Dass das nicht nur gesunde Bewunderung und Neid in Maßen, sondern auch Gefahren mit sich bringt, bedenken dabei die wenigsten. Und selbst wenn, wären ja immer noch genug Bodyguards da. Möchte man meinen... Genau die dürften allerdings nicht zur Stelle gewesen sein als sich fünf Einbrecher nun Zutritt zu ihrem Hotel in Paris verschafften.

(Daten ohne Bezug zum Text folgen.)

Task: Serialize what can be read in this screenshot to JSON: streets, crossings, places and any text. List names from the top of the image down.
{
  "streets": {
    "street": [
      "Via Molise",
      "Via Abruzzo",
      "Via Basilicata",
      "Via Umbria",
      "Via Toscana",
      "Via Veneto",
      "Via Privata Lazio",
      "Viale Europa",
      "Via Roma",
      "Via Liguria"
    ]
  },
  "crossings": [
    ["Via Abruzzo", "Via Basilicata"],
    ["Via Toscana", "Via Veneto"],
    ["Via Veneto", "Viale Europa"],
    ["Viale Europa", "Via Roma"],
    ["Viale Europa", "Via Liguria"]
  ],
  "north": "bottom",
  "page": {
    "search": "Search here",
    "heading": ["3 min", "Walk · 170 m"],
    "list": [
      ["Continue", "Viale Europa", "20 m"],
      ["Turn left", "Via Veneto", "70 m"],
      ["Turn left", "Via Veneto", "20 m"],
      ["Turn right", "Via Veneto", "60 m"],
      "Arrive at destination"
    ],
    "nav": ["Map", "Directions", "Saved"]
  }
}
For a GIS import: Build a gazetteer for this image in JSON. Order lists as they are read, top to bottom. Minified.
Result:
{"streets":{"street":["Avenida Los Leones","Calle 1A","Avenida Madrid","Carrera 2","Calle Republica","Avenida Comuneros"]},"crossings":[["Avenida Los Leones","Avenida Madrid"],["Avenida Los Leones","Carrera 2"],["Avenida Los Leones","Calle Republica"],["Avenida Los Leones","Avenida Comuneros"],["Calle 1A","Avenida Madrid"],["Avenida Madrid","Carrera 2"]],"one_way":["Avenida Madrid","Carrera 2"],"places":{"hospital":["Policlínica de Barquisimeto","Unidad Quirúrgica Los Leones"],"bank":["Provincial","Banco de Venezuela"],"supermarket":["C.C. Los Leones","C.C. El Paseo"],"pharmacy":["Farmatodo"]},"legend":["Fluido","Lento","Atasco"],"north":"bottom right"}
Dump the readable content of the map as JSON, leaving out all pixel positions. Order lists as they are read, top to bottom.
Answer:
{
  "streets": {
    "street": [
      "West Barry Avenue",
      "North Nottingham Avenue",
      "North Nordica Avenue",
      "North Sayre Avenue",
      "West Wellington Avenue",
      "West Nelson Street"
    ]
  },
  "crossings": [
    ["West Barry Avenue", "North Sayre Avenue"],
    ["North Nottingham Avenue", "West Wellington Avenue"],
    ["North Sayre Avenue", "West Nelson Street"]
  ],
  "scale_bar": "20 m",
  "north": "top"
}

Wie französische Medien berichten sollen diese zunächst den Portier bedroht und sich dann Zutritt zum Appartment des It-Girls verschafft haben. Zwei davon hätten Kim schließlich eine Waffe an die Schläfe gehalten, sie gefesselt und im Badezimmer eingesperrt. Ihr Management teilte der Presse heute mit, dass sie "schwer erschüttert, aber körperlich unversehrt" ist. Sie selbst soll die Situation als "schlimmsten Moment" ihres Lebens bezeichnet haben.


Während sich die Täter mit Schmuck im Wert von mehreren Millionen Euro aus dem Staub machten (von der Bande fehlt bisher jede Spur), machte sich Ehemann Kanye West noch in der Nacht auf den Weg zu seiner Frau und den Kindern, die während des Überfalls zum Glück nicht anwesend waren. Als der Rapper von dem Vorfall erfuhr, stand er gerade in New York City auf der Bühne.

 

 

Mittlerweile ist die Familie mit dem Privatjet zurück in die Vereinigten Staaten geflogen.